## WHAT IS BEING ASKED
Print the records below exactly, starting at the first line and stopping after the line that contains "I am building". Leave out any pictures.

## SUPPLIED DATA
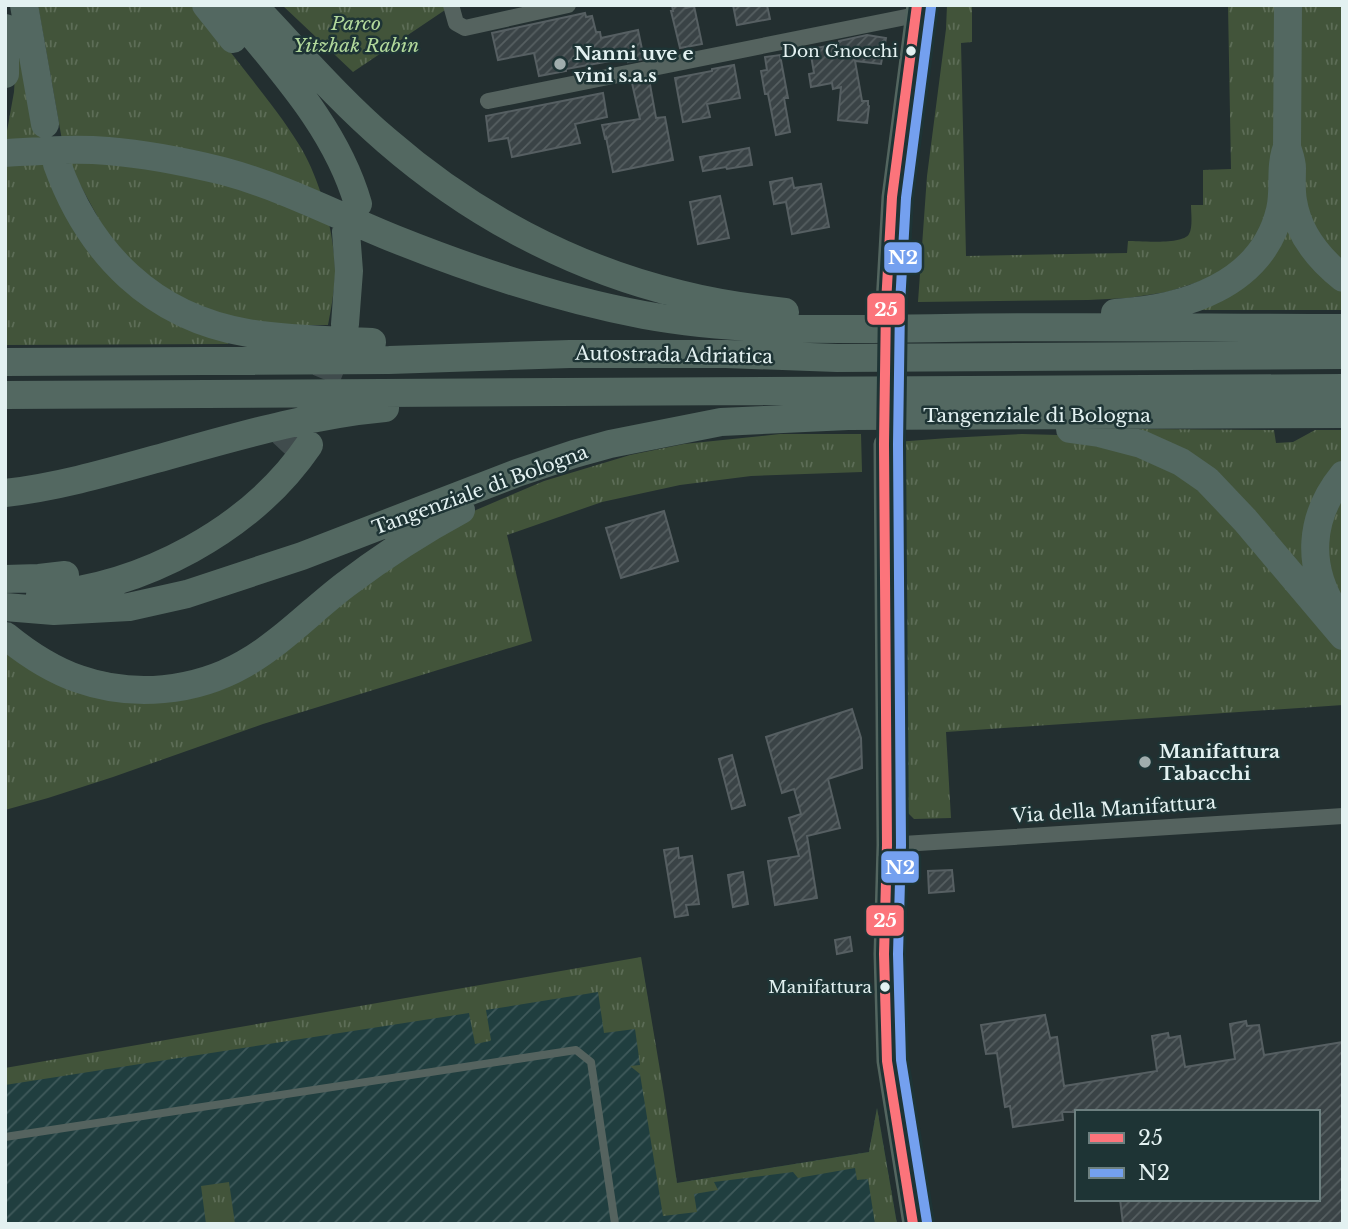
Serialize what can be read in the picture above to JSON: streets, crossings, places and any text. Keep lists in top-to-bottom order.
{
  "streets": {
    "highway": ["Autostrada Adriatica", "Tangenziale di Bologna"],
    "street": ["Via della Manifattura"]
  },
  "parks": ["Parco Yitzhak Rabin"],
  "places": [
    "Don Gnocchi",
    "Nanni uve e vini s.a.s",
    "Manifattura Tabacchi",
    "Manifattura"
  ],
  "lines": ["transit line 25", "transit line N2"],
  "legend": ["25", "N2"]
}
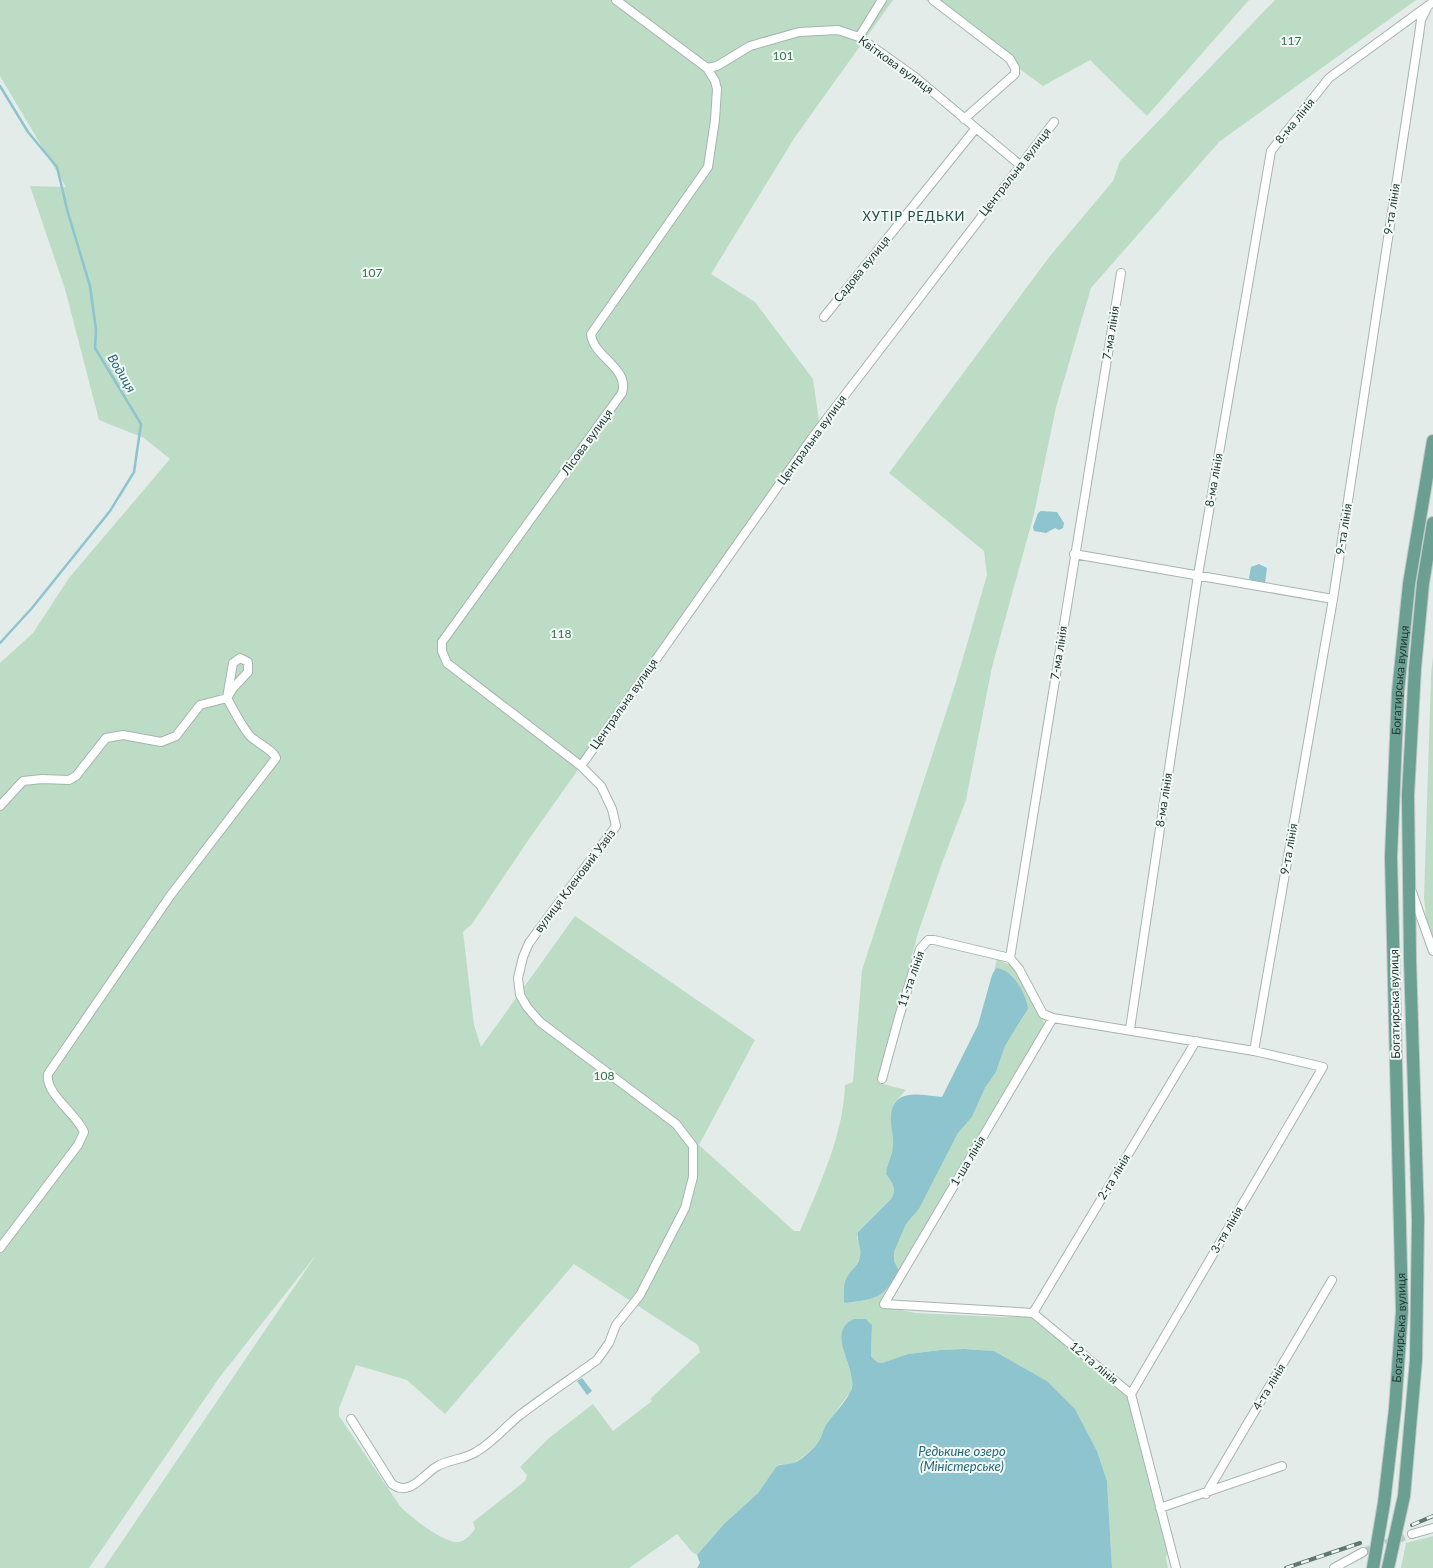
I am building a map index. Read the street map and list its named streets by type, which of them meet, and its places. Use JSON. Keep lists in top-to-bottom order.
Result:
{
  "streets": {
    "main road": ["Богатирська вулиця"],
    "street": [
      "Квіткова вулиця",
      "8-ма лінія",
      "Центральна вулиця",
      "9-та лінія",
      "Садова вулиця",
      "7-ма лінія",
      "Лісова вулиця",
      "вулиця Кленовий Узвіз",
      "11-та лінія",
      "1-ша лінія",
      "2-га лінія",
      "3-тя лінія",
      "12-та лінія",
      "4-та лінія"
    ]
  },
  "crossings": [
    ["Квіткова вулиця", "Центральна вулиця"],
    ["Квіткова вулиця", "Садова вулиця"],
    ["Квіткова вулиця", "Лісова вулиця"],
    ["8-ма лінія", "9-та лінія"],
    ["Центральна вулиця", "Лісова вулиця"],
    ["Центральна вулиця", "вулиця Кленовий Узвіз"],
    ["9-та лінія", "3-тя лінія"],
    ["7-ма лінія", "11-та лінія"],
    ["Лісова вулиця", "вулиця Кленовий Узвіз"],
    ["1-ша лінія", "2-га лінія"],
    ["1-ша лінія", "12-та лінія"],
    ["2-га лінія", "12-та лінія"],
    ["3-тя лінія", "12-та лінія"]
  ],
  "districts": ["ХУТІР РЕДЬКИ"],
  "water": ["Водиця", "Редькине озеро (Міністерське)"],
  "parks": [
    "117",
    "101",
    "107",
    "118",
    "108"
  ]
}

## RESPONSE AREA
Serialize what can be read in the picture above to JSON: streets, crossings, places and any text. Keep lists in top-to-bottom order.
{
  "streets": {
    "highway": ["Autostrada Adriatica", "Tangenziale di Bologna"],
    "street": ["Via della Manifattura"]
  },
  "parks": ["Parco Yitzhak Rabin"],
  "places": [
    "Don Gnocchi",
    "Nanni uve e vini s.a.s",
    "Manifattura Tabacchi",
    "Manifattura"
  ],
  "lines": ["transit line 25", "transit line N2"],
  "legend": ["25", "N2"]
}
I am building a map index. Read the street map and list its named streets by type, which of them meet, and its places. Use JSON. Keep lists in top-to-bottom order.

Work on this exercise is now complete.